Lee tam da burada, Xiaoping’e, 1978 yılında Singapur ziyareti sırasında verdiği bir aklı hatırlatır. “Harika bir şehir yaratmışsınız!” cevabı karşısında Lee, “Biz bunu Güney Çin’den gelen topraksız Çinliler olarak yaptık. Siz daha iyisini yapabilirsiniz. Bilim adamlarınız, mühendisleriniz var...” der. Akabinde ise, aradan pek fazla zaman geçmeden Xiaoping’in, bürakrasiye bir emir hüviyetinde verdiği açılım söylemi içerisinde, “Singapur’dan öğrenin!” cümlesi, elbette ki Lee’nin tebessümle hatırladığı bir anı olmuştur (s. 30). Tabii, hikâye bu kadar da basit değil aslında... Bu topraksız Çinli köylüleri kimin eğittiği ve yol yordam öğrettiği vb. tarzında uzun meseleyi burada uzun uzadıya tartışmayacağım
Bu sürecin ilk etaptaki yapılaşmasına, yeni nesil Çin lider kadrosunun Batılı eğitim almış dünyayı tanıyan ve İngilizce konuşabilen bir elit kadro oluşunda tanıklık ederiz. Lee daha da ileri giderek bu sınıfın, kelimenin gerçek anlamıyla, “komünistlikle” falan bir alâkası olmadığını, aksine eğitim süreçlerinin doğrudan bir yansıması olarak pragmatisliği alabildiğince benimsediğini, zenginleşmeyi ve teknolojik gelişmişliği hedeflediğini iddia eder (s. 29).

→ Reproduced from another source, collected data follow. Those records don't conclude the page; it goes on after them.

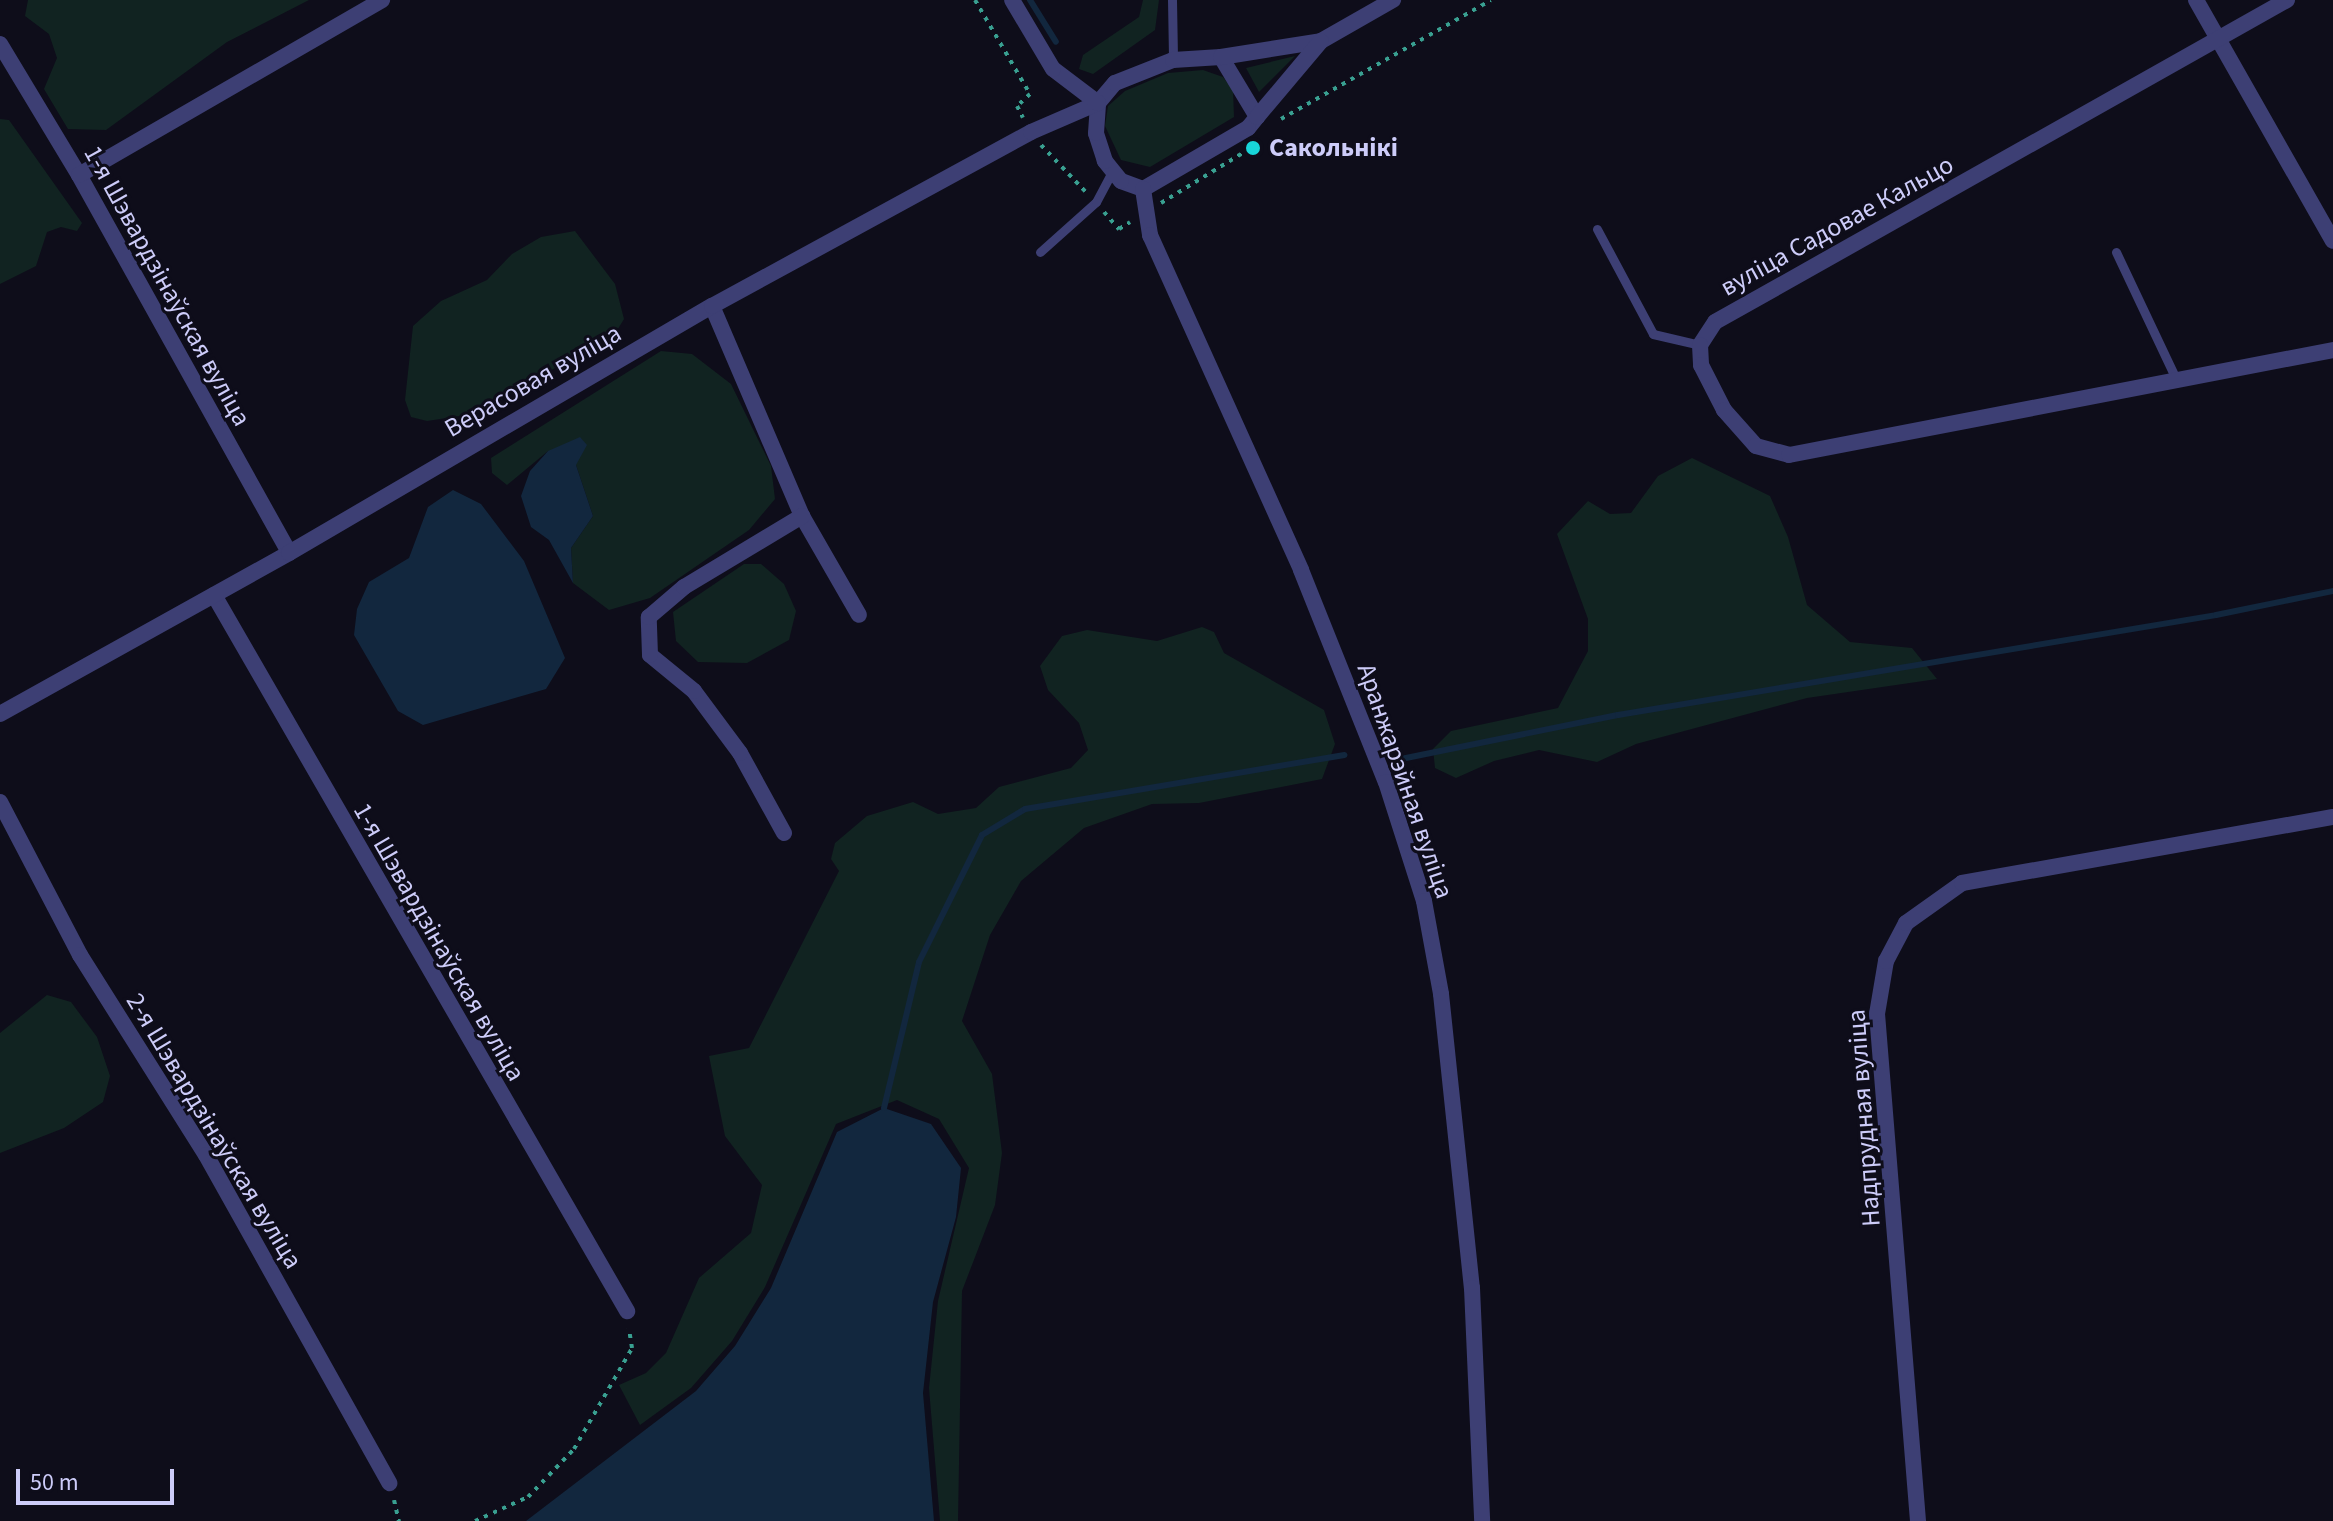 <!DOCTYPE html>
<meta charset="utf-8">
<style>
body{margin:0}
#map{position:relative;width:2333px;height:1521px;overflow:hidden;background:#0e0d1a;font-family:"Source Sans 3",sans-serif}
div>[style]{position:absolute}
.green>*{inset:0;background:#112321}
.water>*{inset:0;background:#12273e}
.stream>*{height:6px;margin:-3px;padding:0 3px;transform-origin:3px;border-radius:3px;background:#12273e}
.path>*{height:4px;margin-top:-2px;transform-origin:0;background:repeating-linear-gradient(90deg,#39a091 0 4px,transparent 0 10px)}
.service>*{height:9px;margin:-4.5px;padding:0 4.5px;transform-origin:4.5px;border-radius:4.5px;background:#3d3f74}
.minor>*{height:16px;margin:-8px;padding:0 8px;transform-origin:8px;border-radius:8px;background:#3d3f74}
.dots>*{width:22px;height:22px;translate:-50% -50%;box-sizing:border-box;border:4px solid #0e0d1a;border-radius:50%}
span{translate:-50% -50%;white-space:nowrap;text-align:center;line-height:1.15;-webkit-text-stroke:6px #0e0d1a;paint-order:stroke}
.poi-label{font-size:26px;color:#cdccf9;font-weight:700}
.left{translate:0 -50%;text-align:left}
.street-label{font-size:26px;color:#cdccf9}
.scale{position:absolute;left:16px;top:1469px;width:158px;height:36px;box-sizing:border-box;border:4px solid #cdccf9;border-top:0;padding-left:10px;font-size:24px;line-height:28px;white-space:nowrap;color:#cdccf9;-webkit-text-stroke:6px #0e0d1a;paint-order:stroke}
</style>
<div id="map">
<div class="green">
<div style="clip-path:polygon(28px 0,309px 0,227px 42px,106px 130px,68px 129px,44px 89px,57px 58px,49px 34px,25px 16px)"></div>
<div style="clip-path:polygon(1143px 0,1159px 0,1155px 30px,1093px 74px,1079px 69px,1083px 55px,1139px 17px)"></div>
<div style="clip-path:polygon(1295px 56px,1259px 92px,1246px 68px)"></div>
<div style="clip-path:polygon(1203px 70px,1223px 77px,1233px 90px,1234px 117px,1150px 167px,1121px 160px,1105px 126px,1108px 106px,1125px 91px,1168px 73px)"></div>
<div style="clip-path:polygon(0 119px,9px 120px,82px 223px,77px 231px,61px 227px,47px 232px,36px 266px,0 284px)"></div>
<div style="clip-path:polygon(575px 231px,615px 284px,624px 319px,616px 332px,479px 413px,427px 421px,411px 417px,405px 400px,413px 326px,441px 301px,487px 280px,512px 254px,541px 237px)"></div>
<div style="clip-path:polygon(661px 351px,692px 354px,731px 384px,771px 466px,775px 499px,749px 530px,650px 598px,609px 610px,573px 583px,571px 548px,593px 516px,576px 465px,548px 451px,507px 485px,492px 473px,491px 458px)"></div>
<div style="clip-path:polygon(1692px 458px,1770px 496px,1788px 537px,1807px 605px,1850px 642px,1912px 648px,1937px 679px,1807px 698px,1636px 744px,1597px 762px,1539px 750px,1494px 761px,1456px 778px,1435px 768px,1433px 749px,1451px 731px,1558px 708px,1588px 651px,1588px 619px,1557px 534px,1588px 501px,1610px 514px,1631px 513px,1658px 476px)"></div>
<div style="clip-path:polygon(744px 564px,761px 564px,784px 584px,796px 611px,789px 640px,747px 663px,698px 662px,676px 641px,673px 612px)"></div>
<div style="clip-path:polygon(1202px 627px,1214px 632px,1224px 653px,1324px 710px,1335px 744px,1322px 779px,1199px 803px,1152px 804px,1084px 828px,1021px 881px,990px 935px,962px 1021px,992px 1074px,1002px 1153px,995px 1205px,962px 1291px,958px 1521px,940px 1521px,929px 1388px,938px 1301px,969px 1168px,939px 1119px,897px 1100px,836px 1124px,765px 1287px,732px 1341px,691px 1388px,640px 1425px,619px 1385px,646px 1373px,666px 1353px,699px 1278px,751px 1233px,762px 1185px,725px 1136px,709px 1056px,749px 1048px,839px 871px,831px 859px,835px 843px,867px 816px,913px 802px,938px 814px,976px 808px,999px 787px,1071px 768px,1088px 750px,1079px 723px,1048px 690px,1040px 666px,1062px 636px,1087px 630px,1157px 641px)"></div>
<div style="clip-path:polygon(47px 995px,71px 1002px,97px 1037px,110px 1076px,103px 1102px,64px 1128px,0 1153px,0 1033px)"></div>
</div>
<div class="water">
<div style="clip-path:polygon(580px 437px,587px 445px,576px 465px,593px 516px,571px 548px,573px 583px,549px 540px,531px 527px,521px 496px,530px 471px,548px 451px)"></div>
<div style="clip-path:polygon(453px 490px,481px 504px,524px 561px,565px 658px,546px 689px,423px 725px,398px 711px,354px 635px,357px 609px,369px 582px,409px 558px,428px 507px)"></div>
<div style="clip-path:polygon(884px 1108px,931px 1124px,961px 1168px,956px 1217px,933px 1302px,923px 1393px,934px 1521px,526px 1521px,696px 1391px,735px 1346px,771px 1288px,837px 1132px)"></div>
</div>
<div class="stream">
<div style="left:1030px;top:0;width:49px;rotate:58.2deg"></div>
<div style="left:1401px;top:759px;width:221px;rotate:-11.5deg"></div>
<div style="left:1618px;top:715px;width:606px;rotate:-9.49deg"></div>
<div style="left:2216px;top:615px;width:119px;rotate:-11.6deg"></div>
<div style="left:884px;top:1108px;width:150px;rotate:-76.5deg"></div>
<div style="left:919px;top:962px;width:142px;rotate:-63.6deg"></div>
<div style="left:982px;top:835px;width:50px;rotate:-31.2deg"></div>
<div style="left:1025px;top:809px;width:324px;rotate:-9.6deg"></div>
</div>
<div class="path">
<div style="left:975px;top:0;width:109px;rotate:59.7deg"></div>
<div style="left:1030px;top:94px;width:18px;rotate:137deg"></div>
<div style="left:1017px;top:106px;width:13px;rotate:63deg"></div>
<div style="left:1281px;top:119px;width:241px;rotate:-29.5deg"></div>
<div style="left:1041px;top:145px;width:64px;rotate:46.3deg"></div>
<div style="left:1161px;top:203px;width:103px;rotate:-31.5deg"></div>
<div style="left:1104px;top:212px;width:23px;rotate:49deg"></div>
<div style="left:1119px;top:229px;width:13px;rotate:-32deg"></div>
<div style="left:394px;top:1500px;width:22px;rotate:77deg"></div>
<div style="left:475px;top:1521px;width:58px;rotate:-24.4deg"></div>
<div style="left:528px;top:1497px;width:66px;rotate:-46.2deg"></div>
<div style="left:574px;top:1449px;width:116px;rotate:-60.1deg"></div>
<div style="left:632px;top:1348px;width:20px;rotate:-99deg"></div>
</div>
<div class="service">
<div style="left:1172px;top:0;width:60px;rotate:89deg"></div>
<div style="left:1597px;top:229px;width:119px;rotate:61.9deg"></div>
<div style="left:1653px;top:334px;width:48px;rotate:13.2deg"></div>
<div style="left:1040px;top:252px;width:75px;rotate:-41.8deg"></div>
<div style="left:1096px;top:202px;width:36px;rotate:-62deg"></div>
<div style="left:2116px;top:252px;width:143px;rotate:64.7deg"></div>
</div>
<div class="minor">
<div style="left:2196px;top:0;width:277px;rotate:60.4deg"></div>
<div style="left:2287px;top:0;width:656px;rotate:150.62deg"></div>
<div style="left:1715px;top:322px;width:27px;rotate:123deg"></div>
<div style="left:1700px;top:345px;width:20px;rotate:87deg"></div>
<div style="left:1701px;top:365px;width:51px;rotate:62.9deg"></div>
<div style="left:1724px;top:410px;width:48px;rotate:48.4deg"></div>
<div style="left:1756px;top:446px;width:34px;rotate:15deg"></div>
<div style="left:1789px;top:455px;width:554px;rotate:-10.92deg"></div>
<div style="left:0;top:44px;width:153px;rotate:58.9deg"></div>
<div style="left:79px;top:175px;width:432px;rotate:60.9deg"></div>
<div style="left:1221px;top:57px;width:70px;rotate:59deg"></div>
<div style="left:1257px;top:117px;width:14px;rotate:129deg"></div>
<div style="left:1248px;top:128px;width:121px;rotate:149.8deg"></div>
<div style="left:1143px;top:189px;width:23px;rotate:-160deg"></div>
<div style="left:1121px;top:181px;width:26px;rotate:-129deg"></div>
<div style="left:1105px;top:161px;width:29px;rotate:-108deg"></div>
<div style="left:1096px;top:133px;width:30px;rotate:-86deg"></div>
<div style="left:1098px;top:103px;width:26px;rotate:-50deg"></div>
<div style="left:1115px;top:83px;width:62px;rotate:-21.6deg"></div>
<div style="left:1173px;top:60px;width:48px;rotate:-3.6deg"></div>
<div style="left:1221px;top:57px;width:101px;rotate:-9.1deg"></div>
<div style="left:1321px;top:41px;width:83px;rotate:-29.7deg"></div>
<div style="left:1257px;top:117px;width:99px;rotate:-49.9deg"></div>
<div style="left:79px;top:175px;width:350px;rotate:-30deg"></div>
<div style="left:1143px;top:189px;width:47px;rotate:81.3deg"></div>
<div style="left:1150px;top:235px;width:367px;rotate:65.7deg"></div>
<div style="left:1301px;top:570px;width:228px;rotate:68.2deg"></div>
<div style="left:1386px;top:782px;width:125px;rotate:72.3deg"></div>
<div style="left:1424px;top:901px;width:95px;rotate:79.6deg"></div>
<div style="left:1441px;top:994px;width:296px;rotate:84deg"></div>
<div style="left:1472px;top:1288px;width:233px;rotate:87.5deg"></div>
<div style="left:712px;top:306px;width:228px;rotate:66.8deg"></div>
<div style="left:802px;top:516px;width:114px;rotate:60.1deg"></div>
<div style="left:214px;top:595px;width:827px;rotate:60.02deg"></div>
<div style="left:0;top:714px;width:331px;rotate:-29.1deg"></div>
<div style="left:289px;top:553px;width:490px;rotate:-30.3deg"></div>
<div style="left:712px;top:306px;width:363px;rotate:-28.6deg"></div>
<div style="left:1031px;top:132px;width:73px;rotate:-23.4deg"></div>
<div style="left:1098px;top:103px;width:56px;rotate:-142.9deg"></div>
<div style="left:1053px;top:69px;width:80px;rotate:-120.7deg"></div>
<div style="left:0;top:802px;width:173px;rotate:62.4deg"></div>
<div style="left:80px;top:955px;width:236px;rotate:57.8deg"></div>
<div style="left:206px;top:1155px;width:376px;rotate:60.8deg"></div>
<div style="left:784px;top:833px;width:91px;rotate:-118.8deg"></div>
<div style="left:740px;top:753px;width:77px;rotate:-126.6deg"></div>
<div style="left:694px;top:691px;width:57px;rotate:-140.7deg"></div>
<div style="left:650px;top:655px;width:38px;rotate:-92deg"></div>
<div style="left:649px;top:617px;width:46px;rotate:-40.6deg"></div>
<div style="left:684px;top:587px;width:138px;rotate:-31deg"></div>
<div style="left:1918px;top:1521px;width:509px;rotate:-94.62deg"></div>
<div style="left:1877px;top:1014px;width:54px;rotate:-80.4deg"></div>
<div style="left:1886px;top:961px;width:43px;rotate:-62.2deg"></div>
<div style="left:1906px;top:923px;width:69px;rotate:-35.5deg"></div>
<div style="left:1962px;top:883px;width:377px;rotate:-10.1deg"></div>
</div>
<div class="dots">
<div style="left:1253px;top:148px;background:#18d5d9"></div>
</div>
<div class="poi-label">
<span class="left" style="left:1269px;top:148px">Сакольнікі</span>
</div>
<div class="street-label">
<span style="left:1837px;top:226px;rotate:-29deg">вуліца Садовае Кальцо</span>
<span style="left:167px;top:286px;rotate:61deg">1-я Шэвардзінаўская вуліца</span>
<span style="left:533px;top:381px;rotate:-30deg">Верасовая вуліца</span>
<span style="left:1405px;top:781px;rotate:71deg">Аранжарэйная вуліца</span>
<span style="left:439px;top:942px;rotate:60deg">1-я Шэвардзінаўская вуліца</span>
<span style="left:1864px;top:1118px;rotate:-94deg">Надпрудная вуліца</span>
<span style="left:214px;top:1131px;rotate:59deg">2-я Шэвардзінаўская вуліца</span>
</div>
<div class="scale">50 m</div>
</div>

Bir dönem, Japonya, dünyanın ikinci en büyük ekonomisiyken, Çin’de gerçekleşen devrim niteliğindeki kararla birlikte, küresel ekonomi politikalarına ekemlenmesiyle, bugün Çin’i ABD ile karşı karşıya getiriyor izlenimi veriliyor. Güney Çin Denizi’ndeki “adalar sorunu” özelinde, bölge ülkeleriyle ağız dalaşının ötesine geçme yönündeki göstergelere rağmen, Lee’ye göre, ABD-Çin hesaplaşması, pek o kadar da kolay ortaya konamayacak gibi gözüküyor. Ekonomisi hasarlı olsa da, ABD’nin teknolojik ve askeri üstünlüğüne karşı Çin’in ekonomik gücüne rağmen, henüz ABD standartlarında bir teknoloji ve askeri üstünlüğü yakalayamamış olmasının rolüne dikkat çekiyor... Bu noktada, bu iki güç arasındaki barışın, “Güneydoğu Asya’dan” geçtiği konusundaki görüşümüze destek bulduğumuzu ifade edebiliriz. Son dönemde Malezya ve Endonezya’nın Çin’le giderek artan ekonomik etkileşimleri, ABD’nin bölgede kurmaya çalıştığı “dengelerin” bir yansıması kuşkusuz ki. Aynı ülkeler, silah depolarını da ABD’den veya müttefiklerinden tedarik ediyorlar hiç kuşkusuz ki... İki güç arasında, yani ABD ve Çin’in bilek güreşinde, özellikle ASEAN ülkelerinin manevra alanının genişlediği gözlemleniyor. Bu alanı maharetle kullanabilmek ise, söz konusu ülkelerin siyasi eliti ve bürokrasisine bağlı.
Kapitalizm, forever!
O zaman, ABD niçin bölgeye bu kadar yükleniyor diye sorulabilir. Bunun, tarihin bir tekerrürü olduğunu ileri sürersek abartmış olmayız. 1400’lü yılların sonunda Hint Okyanusu’na açılan Avrupalı güçler, varlıklarını Hindistan, Malaka Boğazı, Takımadalar ve Çin’e doğru yaygınlaştırdıkça, iştahlarının daha da bir kabardığına tanık olunur. Sömürgeleştirmiş, yetmemiş emperyalistleştirmiş, ve nihayet ulus-devletleştirmiş olduğu bu coğrafyada, sözde bağımsız ülkeler bütününün, hâlâ Batı’yı besleyecek, içi dolu birer “hangar” olduğunu anlamak zor değil. Kaldı ki, devir dünkü devir de değil pek. Artık Batı’nın aklıyla ürettiğini tüketecek milyarlar var bu coğrafyada. Daha önce, bir başka yazı vesilesiyle söylediğimiz gibi, kapitalizm için merkez ha Washington olmuş ha Beijing, pek fark etmiyor aslında. Önemli olan, sistemik eyleme halel getirilmemesidir. Yukarıda Lee’den alıntılamıştık: Çin’in komünist ideoloji, eşitlik ve hürriyet gibi değerlere karşın son dönemde öne çıkan siyasi formatı kapitalizmdir. Amerika da, bu kapitalizm seferberliğinde Çin’i alabildiğine teşvik edecek ve dünya ekonomisine adaptasyonunu sağlayacak bir mekanizmanın peşinde (s. 84). Son APEC projesiyle Çin’i çevirme projesi de bunun bir parçası mıdır acaba?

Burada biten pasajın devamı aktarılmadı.